We don’t need to memorize things any more, but we still need teachers to guide our students toward learning the best ways to problem solve. The question is: How do you measure that?
As you read this, students all over the country are sitting for state standardized exams. Schools spend up to 40% of the year on test prep, so that, shall we say, no child is left behind. Schools’ futures and funding depend on the number of students who fall into performance bands like “Advanced," “Proficient,” and “Approaching Basic” based on bubble sheets and number two pencils.
Schools used to be gatekeepers of knowledge, and memorization was key to success. Thus, we measured students’ abilities to regurgitate facts and formulas. Not anymore. As Seth Godin writes, “If there’s information that can be recorded, widespread digital access now means that just about anyone can look it up. We don’t need a human being standing next to us to lecture us on how to find the square root of a number.”
Given this argument, many entrepreneurs see a disruptive opportunity to “democratize” education, meaning that everyone now has a platform from which to teach, and anyone can learn anything anywhere anytime. Ventures like Udacity, ShowMe, LearnZillion, and Skillshare increase the efficiency of the learning market by lowering barriers to knowledge acquisition.

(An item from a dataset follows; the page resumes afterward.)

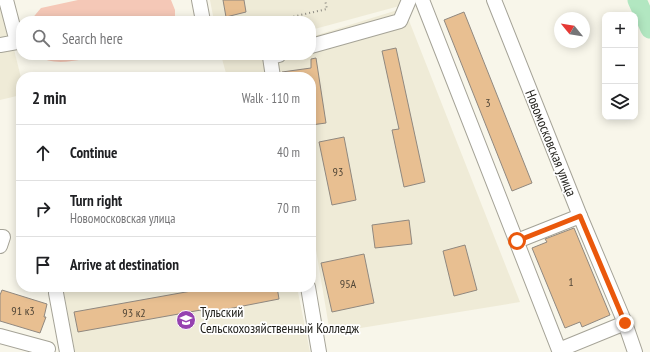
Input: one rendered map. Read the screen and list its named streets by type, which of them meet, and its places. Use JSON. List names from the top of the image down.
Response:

Yet there is an inherent bias in the promise of these new platforms that favors extraordinarily self-directed learners.
But by itself, this “any thing/place/time” learning won’t lead to the revolution we seek. We also have the responsibility of unlocking the potential of every student because the world needs more leaders, problem-finders, and rule-breakers. Teachers are perfectly positioned to take on this challenge.
The primary purpose of teaching can now shift away from “stand and deliver” and becomes this: to be relentless about making sure every student graduates ready to tinker, create, and take initiative.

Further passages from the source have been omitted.